引き続き、「BPDを生きる七つの物語」 からの記述です。
アメリカ精神医学界の診断基準 「DSM-Ⅳ-TR」 の、
BPDの基準は9項目ありますが、これらは 3つに部類できるといいます。
「不安定な関係」 「コントロール不可能な行動」 「気分のむら」 です。
9項目の診断基準の 要約を書いてみます。
1.見捨てられることを避けようとする、なりふり構わない努力。
2.極端な理想化とこき下ろしという、不安定で激しい対人関係。
3.同一性障害。不安定手自己像。
4.自己を傷つける衝動性。 (浪費,物質乱用,性行為など)
5.繰り返される自殺の行動,そぶり、また自傷行為。
6.周囲の状況に対する、激しい気分のむら。
7.慢性的な空虚感。
8.不適切で激しい怒り。
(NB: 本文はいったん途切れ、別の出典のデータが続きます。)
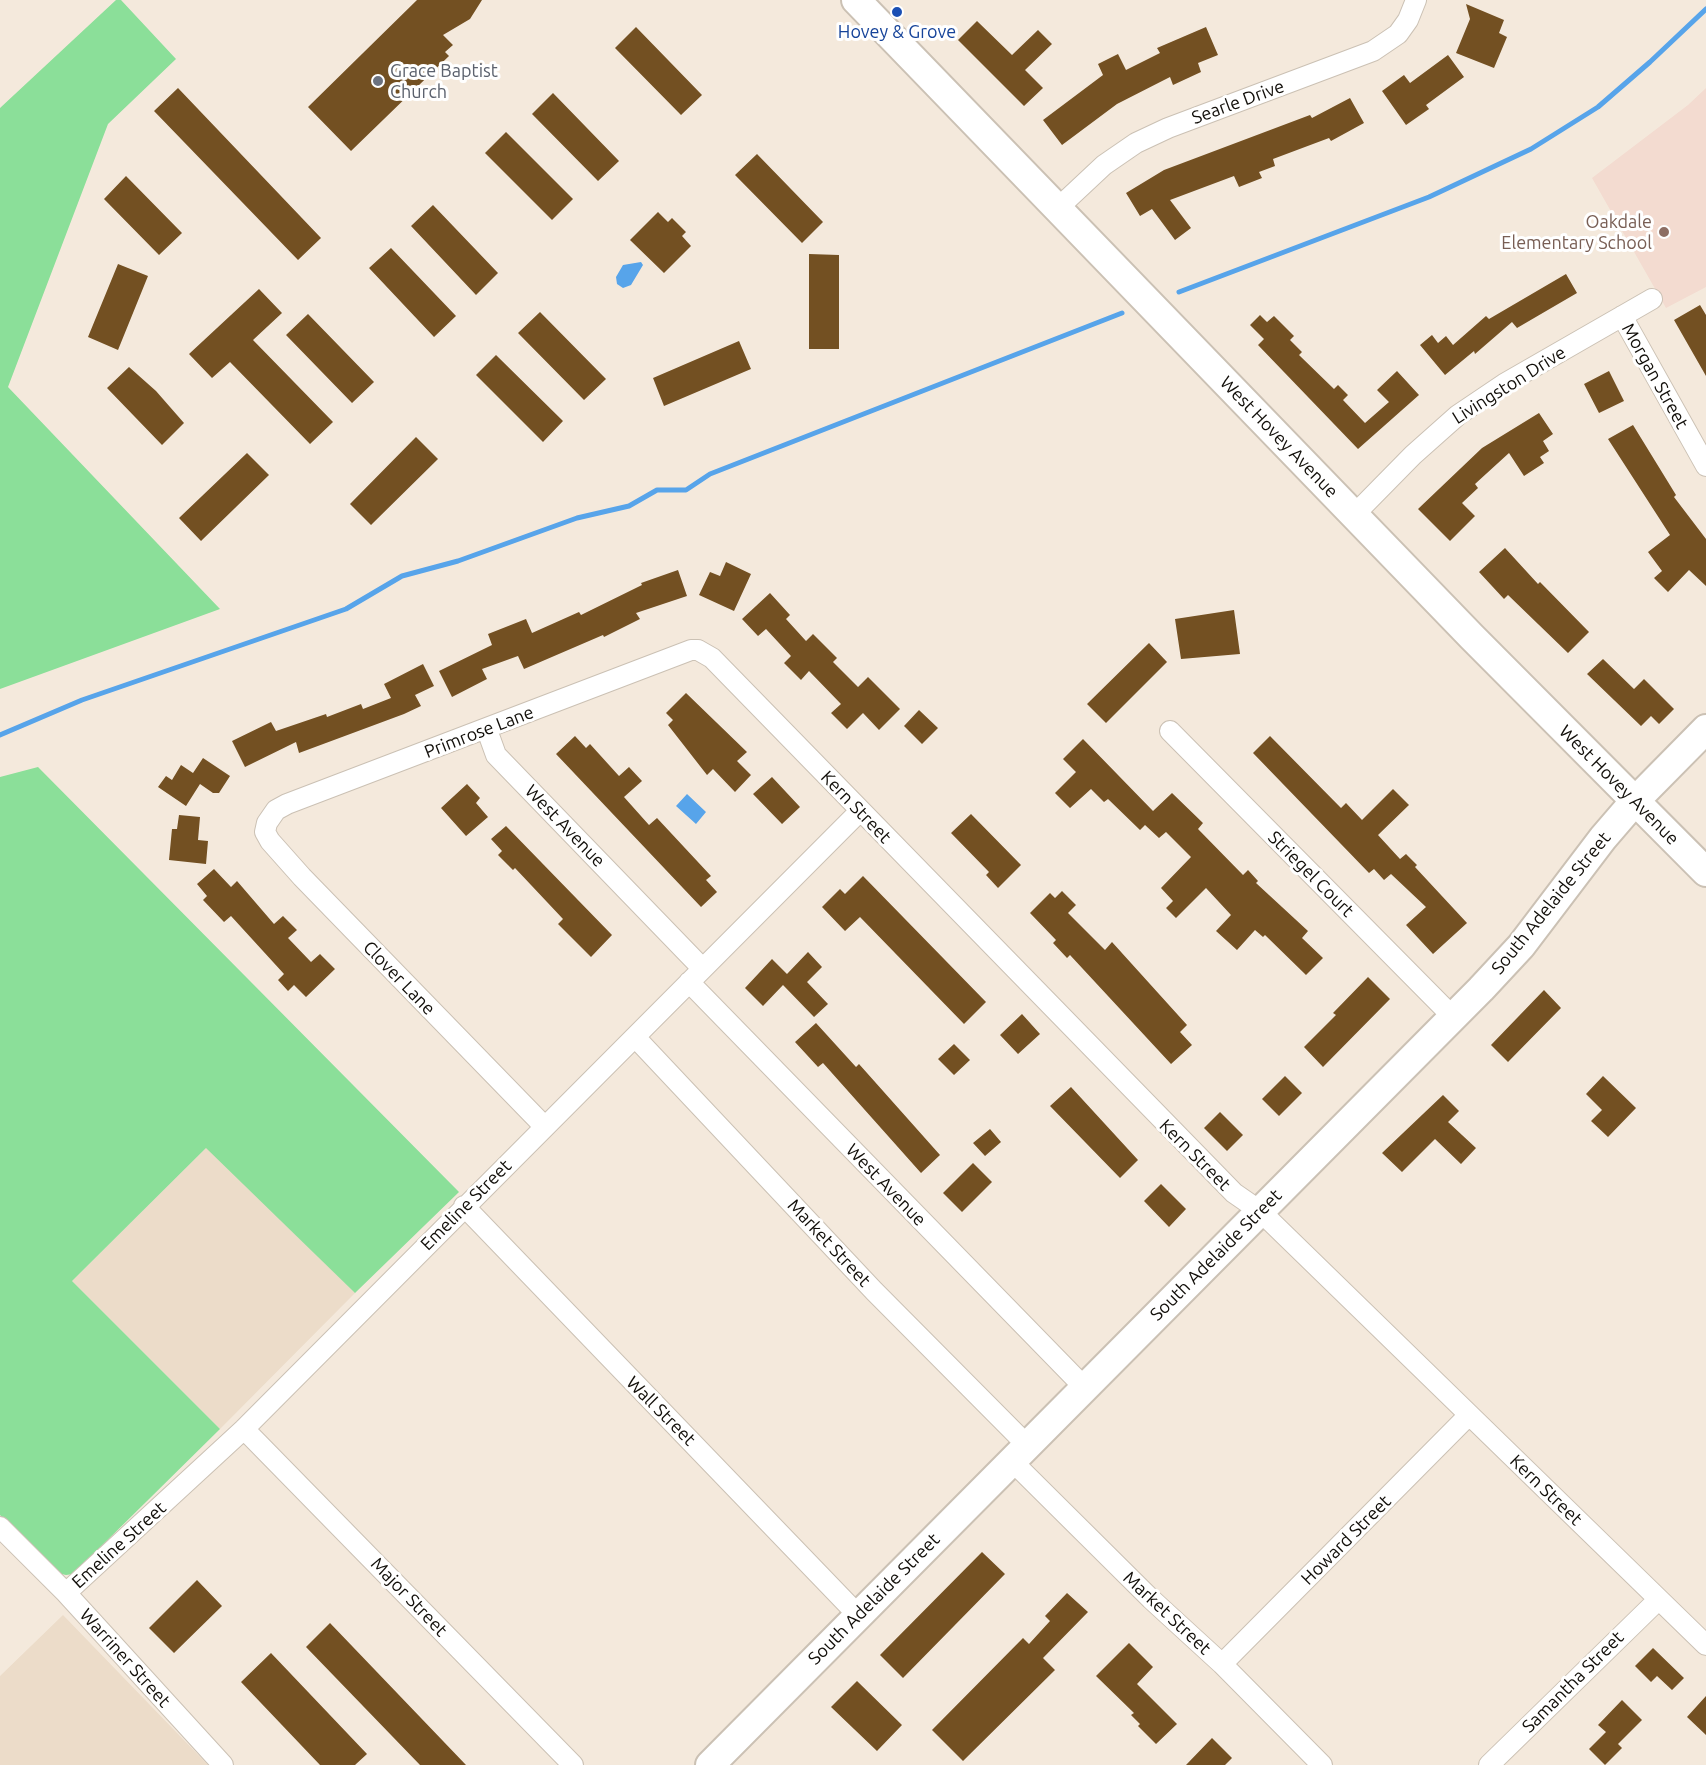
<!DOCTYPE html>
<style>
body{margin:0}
canvas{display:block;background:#f4e9dc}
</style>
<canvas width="1706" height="1765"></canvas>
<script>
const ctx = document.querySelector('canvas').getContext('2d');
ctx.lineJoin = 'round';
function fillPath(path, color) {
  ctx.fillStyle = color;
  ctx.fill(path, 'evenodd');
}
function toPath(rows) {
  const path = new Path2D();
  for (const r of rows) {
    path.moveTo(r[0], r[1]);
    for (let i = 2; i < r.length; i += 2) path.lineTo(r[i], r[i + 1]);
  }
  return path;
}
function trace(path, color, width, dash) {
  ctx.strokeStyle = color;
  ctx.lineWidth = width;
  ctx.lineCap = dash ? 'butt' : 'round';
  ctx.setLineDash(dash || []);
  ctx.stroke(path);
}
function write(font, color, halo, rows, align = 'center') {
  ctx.font = font + ' Ubuntu,sans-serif';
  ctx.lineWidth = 6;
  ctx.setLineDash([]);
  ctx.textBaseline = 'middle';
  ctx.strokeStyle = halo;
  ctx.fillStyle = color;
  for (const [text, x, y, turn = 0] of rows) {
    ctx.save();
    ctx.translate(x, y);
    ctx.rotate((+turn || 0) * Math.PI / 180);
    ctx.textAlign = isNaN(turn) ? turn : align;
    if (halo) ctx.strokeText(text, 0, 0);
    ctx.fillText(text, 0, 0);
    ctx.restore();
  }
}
fillPath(toPath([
 [207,1147,355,1293,220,1429,72,1281],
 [63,1615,208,1765,0,1765,0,1676]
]), '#ecdcc9');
fillPath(toPath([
 [1706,88,1706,287,1666,308,1592,178,1688,105]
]), '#f3dbd0');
fillPath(toPath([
 [116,0,121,0,176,59,108,124,8,387,220,609,0,689,0,108],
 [38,767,459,1192,355,1293,206,1148,72,1281,220,1429,73,1574,66,1575,57,1573,0,1515,0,777]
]), '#8bdf99');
fillPath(toPath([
 [641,262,643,265,631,285,623,288,617,284,616,277,623,265],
 [687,794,706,812,696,824,676,806]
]), '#57a4ea');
trace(toPath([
 [1179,292,1429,197,1531,149,1598,107,1650,62,1706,9],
 [0,735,82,700,346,609,402,576,458,561,577,518,629,506,657,490,686,490,710,474,1122,313]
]), '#57a4ea', 5);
fillPath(toPath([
 [417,0,482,0,470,19,443,35,453,45,445,52,449,56,351,151,308,107],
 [1466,4,1504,20,1499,33,1507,37,1494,68,1456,53,1470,19],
 [977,21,1012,55,1038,30,1052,44,1025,70,1043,88,1024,106,958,40],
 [636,27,702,95,681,115,615,48],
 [1206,27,1218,55,1198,63,1201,72,1173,85,1170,77,1117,104,1062,145,1043,120,1103,75,1098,64,1118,54,1126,70,1160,53,1157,48],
 [1448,55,1464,77,1426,105,1429,109,1406,125,1382,91,1404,75,1410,83],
 [178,88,321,238,298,260,154,111],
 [553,93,619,161,598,181,532,114],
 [1350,98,1364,123,1331,141,1329,138,1273,159,1275,166,1259,172,1262,178,1239,187,1234,176,1170,200,1191,228,1175,240,1152,209,1140,216,1126,193,1164,170,1310,115,1312,118],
 [506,132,573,199,552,220,485,153],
 [757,154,823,222,802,243,735,175],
 [126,176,182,233,159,255,104,199],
 [433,205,498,273,476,295,411,226],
 [658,212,668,222,672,218,686,232,682,236,691,246,664,273,630,240],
 [391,248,456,316,434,337,369,268],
 [809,254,839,255,839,349,809,349],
 [118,264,148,276,118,350,88,337],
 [1566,274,1577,293,1517,328,1512,322,1475,354,1474,351,1445,375,1420,345,1432,335,1438,343,1446,336,1453,345,1486,316,1489,319],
 [259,289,282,313,253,340,333,422,310,444,230,362,212,378,189,354],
 [1700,305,1706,315,1706,376,1674,320],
 [540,312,606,379,584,400,518,333],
 [308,314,374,382,352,403,286,335],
 [1260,315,1267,322,1274,316,1294,336,1290,340,1302,352,1299,355,1334,389,1338,385,1348,395,1343,400,1365,423,1389,402,1377,390,1397,371,1419,395,1358,449,1258,345,1264,339,1250,325],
 [739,341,751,369,664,406,653,378],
 [496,355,563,421,543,442,476,375],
 [129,367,156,391,184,423,162,445,107,388],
 [1609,371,1624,401,1599,413,1584,384],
 [1539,413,1553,434,1543,441,1549,451,1540,457,1544,463,1524,476,1509,453,1475,484,1478,488,1462,503,1475,516,1450,541,1418,509,1482,448],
 [1633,425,1676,495,1674,497,1706,539,1706,586,1689,570,1668,592,1654,578,1662,571,1648,552,1670,535,1608,439],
 [416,437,438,459,371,525,350,504],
 [247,453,269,475,201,541,179,518],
 [1505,548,1538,584,1540,582,1589,632,1568,653,1508,595,1504,599,1479,572],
 [726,562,751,574,734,611,699,595,710,572,720,576],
 [678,570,687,596,636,613,640,619,604,637,603,635,524,669,518,656,482,669,487,679,452,697,439,671,492,645,488,634,526,619,532,633,579,612,581,615,642,585,641,583],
 [770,593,790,615,786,619,806,641,813,634,837,658,833,662,858,687,868,677,900,709,879,730,863,713,847,729,831,713,841,704,809,671,801,680,784,663,791,656,766,629,758,636,742,619],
 [1234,610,1240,654,1181,659,1175,619],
 [1149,643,1167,662,1106,723,1087,704],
 [1603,659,1634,689,1644,679,1674,709,1659,724,1651,716,1641,726,1587,674],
 [423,664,434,686,415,695,421,706,404,714,299,753,296,742,245,767,232,741,271,722,276,731,326,714,327,717,361,704,363,709,391,698,384,684],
 [686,693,747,752,737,761,751,775,735,792,713,769,707,775,668,725,673,720,666,713],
 [919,710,938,728,922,744,904,726],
 [575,736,586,748,590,744,619,776,629,767,642,781,624,797,649,825,657,818,711,876,706,880,717,892,701,907,556,754],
 [1270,736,1341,808,1346,803,1362,820,1393,789,1409,805,1378,835,1400,859,1406,854,1417,865,1415,867,1467,923,1433,954,1406,925,1426,907,1391,874,1384,880,1374,869,1369,873,1253,753],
 [1083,739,1153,811,1172,793,1203,823,1198,829,1243,875,1248,870,1258,881,1256,883,1308,931,1302,938,1323,958,1306,975,1265,935,1263,937,1255,930,1237,950,1216,931,1231,915,1206,888,1176,918,1166,908,1173,901,1161,888,1191,857,1166,832,1159,838,1145,825,1140,830,1108,799,1104,802,1091,789,1070,808,1055,793,1076,772,1063,759],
 [203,758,230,776,219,793,213,793,200,784,186,806,158,787,166,776,172,780,181,765,193,773],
 [772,777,800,807,782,824,753,794],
 [467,784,480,798,476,803,488,817,466,836,441,808],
 [971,814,1021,865,998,888,986,875,989,872,951,833],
 [179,815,200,817,198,840,208,841,206,864,169,860,172,829,177,829],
 [506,826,612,935,591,957,558,924,563,919,515,868,513,870,498,855,502,851,491,839],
 [214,869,231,887,237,881,274,924,283,916,297,930,288,938,311,962,320,954,335,969,306,997,294,985,288,991,278,980,284,974,231,916,224,922,203,900,207,896,197,884],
 [863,876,986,1002,964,1024,860,917,845,931,822,907,840,889,845,894],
 [1062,891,1076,905,1068,913,1105,950,1112,942,1187,1025,1180,1032,1192,1045,1171,1064,1070,955,1067,958,1053,943,1056,940,1030,913,1050,893,1055,898],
 [808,952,822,967,807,982,828,1004,814,1017,783,985,763,1006,745,988,772,959,787,974],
 [1368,977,1390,999,1323,1067,1304,1047,1336,1015,1333,1013],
 [1544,990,1561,1008,1508,1062,1491,1045],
 [1022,1014,1040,1034,1018,1054,1000,1035],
 [816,1023,856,1067,859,1064,940,1155,921,1173,823,1063,818,1067,795,1042],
 [954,1044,970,1060,954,1075,938,1059],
 [1285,1076,1302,1093,1279,1116,1262,1099],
 [1603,1076,1636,1108,1608,1137,1591,1121,1602,1110,1586,1094],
 [1071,1087,1138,1160,1120,1178,1050,1106],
 [1443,1095,1459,1111,1448,1122,1476,1148,1461,1164,1435,1139,1402,1172,1382,1153],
 [1220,1112,1243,1135,1227,1151,1204,1128],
 [990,1129,1001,1142,985,1156,973,1143],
 [973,1163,992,1182,962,1212,943,1193],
 [1161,1184,1186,1209,1169,1227,1144,1201],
 [982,1552,1005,1574,903,1678,880,1655],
 [197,1580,222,1606,174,1653,149,1628],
 [1067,1593,1088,1612,1043,1658,1055,1670,963,1761,932,1730,1023,1638,1029,1644,1050,1621,1045,1616],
 [330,1623,466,1765,420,1765,306,1647],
 [1129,1643,1153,1667,1137,1684,1177,1724,1156,1744,1138,1726,1140,1724,1131,1715,1134,1713,1096,1676],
 [1653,1648,1684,1678,1672,1690,1657,1676,1651,1682,1635,1666],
 [271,1653,367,1754,355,1765,320,1765,241,1682],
 [857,1681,902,1725,877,1751,831,1707],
 [1706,1696,1706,1735,1687,1717],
 [1622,1700,1642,1720,1618,1744,1622,1748,1605,1765,1589,1749,1606,1732,1598,1725],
 [1212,1738,1232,1758,1225,1765,1186,1765]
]), '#735022');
const street = toPath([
 [1057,209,1104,165,1136,143,1168,128,1373,51,1398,34,1408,20,1416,0],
 [1622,316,1706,466],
 [1354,515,1413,455,1458,415,1504,384,1652,299],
 [487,730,496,755,702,968],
 [1170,731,1453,1017],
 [689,982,1084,1387],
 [635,1037,874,1291,1027,1445],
 [545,1127,302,877,270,841,265,832,267,823,276,810,287,804,691,650,698,650,712,658,1234,1193,1260,1211,1706,1645],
 [464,1206,858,1615],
 [244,1429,573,1765],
 [1012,1461,1151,1599,1222,1664,1322,1765],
 [0,1527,66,1593,223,1765],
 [66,1593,244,1429,860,811],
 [1222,1664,1469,1415],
 [1489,1765,1658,1600]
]);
const secondary = toPath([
 [856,0,1472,637,1706,872],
 [710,1765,1481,989,1521,946,1603,838,1634,802,1706,729]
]);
trace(street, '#cbc1b4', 22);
trace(secondary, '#cbc1b4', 32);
trace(street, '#fff', 20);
trace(secondary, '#fff', 28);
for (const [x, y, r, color] of [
 [897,12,6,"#1a4fb4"],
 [378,81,6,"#6b7280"],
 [1664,232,6,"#8d6e63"]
]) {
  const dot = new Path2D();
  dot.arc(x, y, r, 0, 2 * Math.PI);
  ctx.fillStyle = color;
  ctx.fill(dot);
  trace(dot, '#fff', 2);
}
write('18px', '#164399', '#fff', [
 ["Hovey & Grove",897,32]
]);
write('18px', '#5b616d', '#fff', [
 ["Grace Baptist",390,71],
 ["Church",390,92]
], 'left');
write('18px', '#110e09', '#fff', [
 ["Searle Drive",1238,102,-20],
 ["Morgan Street",1655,376,61],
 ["Livingston Drive",1509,385,-32],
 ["West Hovey Avenue",1279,437,46],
 ["Primrose Lane",479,732,-21],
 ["West Hovey Avenue",1619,785,45],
 ["Kern Street",856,807,46],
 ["West Avenue",565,826,46],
 ["Striegel Court",1311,874,45],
 ["South Adelaide Street",1551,903,-51],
 ["Clover Lane",399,978,46],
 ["Kern Street",1195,1155,45],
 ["West Avenue",886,1185,46],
 ["Emeline Street",466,1205,-45],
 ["Market Street",829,1243,47],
 ["South Adelaide Street",1216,1255,-45],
 ["Wall Street",661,1411,45],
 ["Kern Street",1546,1490,44],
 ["Howard Street",1346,1540,-45],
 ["Emeline Street",119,1545,-42],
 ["Major Street",409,1597,46],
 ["South Adelaide Street",874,1599,-45],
 ["Market Street",1167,1613,43],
 ["Warriner Street",125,1658,48],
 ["Samantha Street",1573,1682,-45]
]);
write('18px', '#785e54', '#fff', [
 ["Oakdale",1652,222],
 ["Elementary School",1652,243]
], 'right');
</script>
その制御困難。
9.一過性の妄想様観念、または解離症状。
まず、「不安定な関係」 は対人関係だけでなく、
自分との関係 = 自己同一性も含まれます。
同一性の不安定が続くと、空虚感を持つようになります。
自我の感覚が消えてしまうと、解離が起こります。
このカテゴリーに分類されるのは、次の4つの診断項目です。
2.不安定な関係
3.同一性の混乱
7.空虚感
9.現実からの分離
「コントロール不能な行動 」には、
破壊的な行動や 自己破滅的な行動が含まれます。
4.破壊的な衝動性
5.自傷行動
「気分のむら」 は 残りの診断基準です。
気分の不安定さは、不適切な怒りの表現に 繋がりします。
それは、人から見捨てられることに なってしまいます。
1.見捨てられることへの恐れ
6.不安定な気分
8.怒り
ところで、9つのうち5つ以上が該当すると BPDと診断されるということは、
5つのうち1つが 基準から外れると、突然 “治癒した” という
パラドックスが起こり得てしまいます。
そのため、BPDであるか ないかの白黒ではなく、
人格の機能の程度によって、多面的に定義されるべきだ と主張する人もいます。
例えば 男か女かではなく、男性らしさ女性らしさは、
様々な要件によって 多面的に考えられるということです。
BPDには非常に 多種多様な側面があるので、
確かに柔軟な診断が 必要なのかもしれません。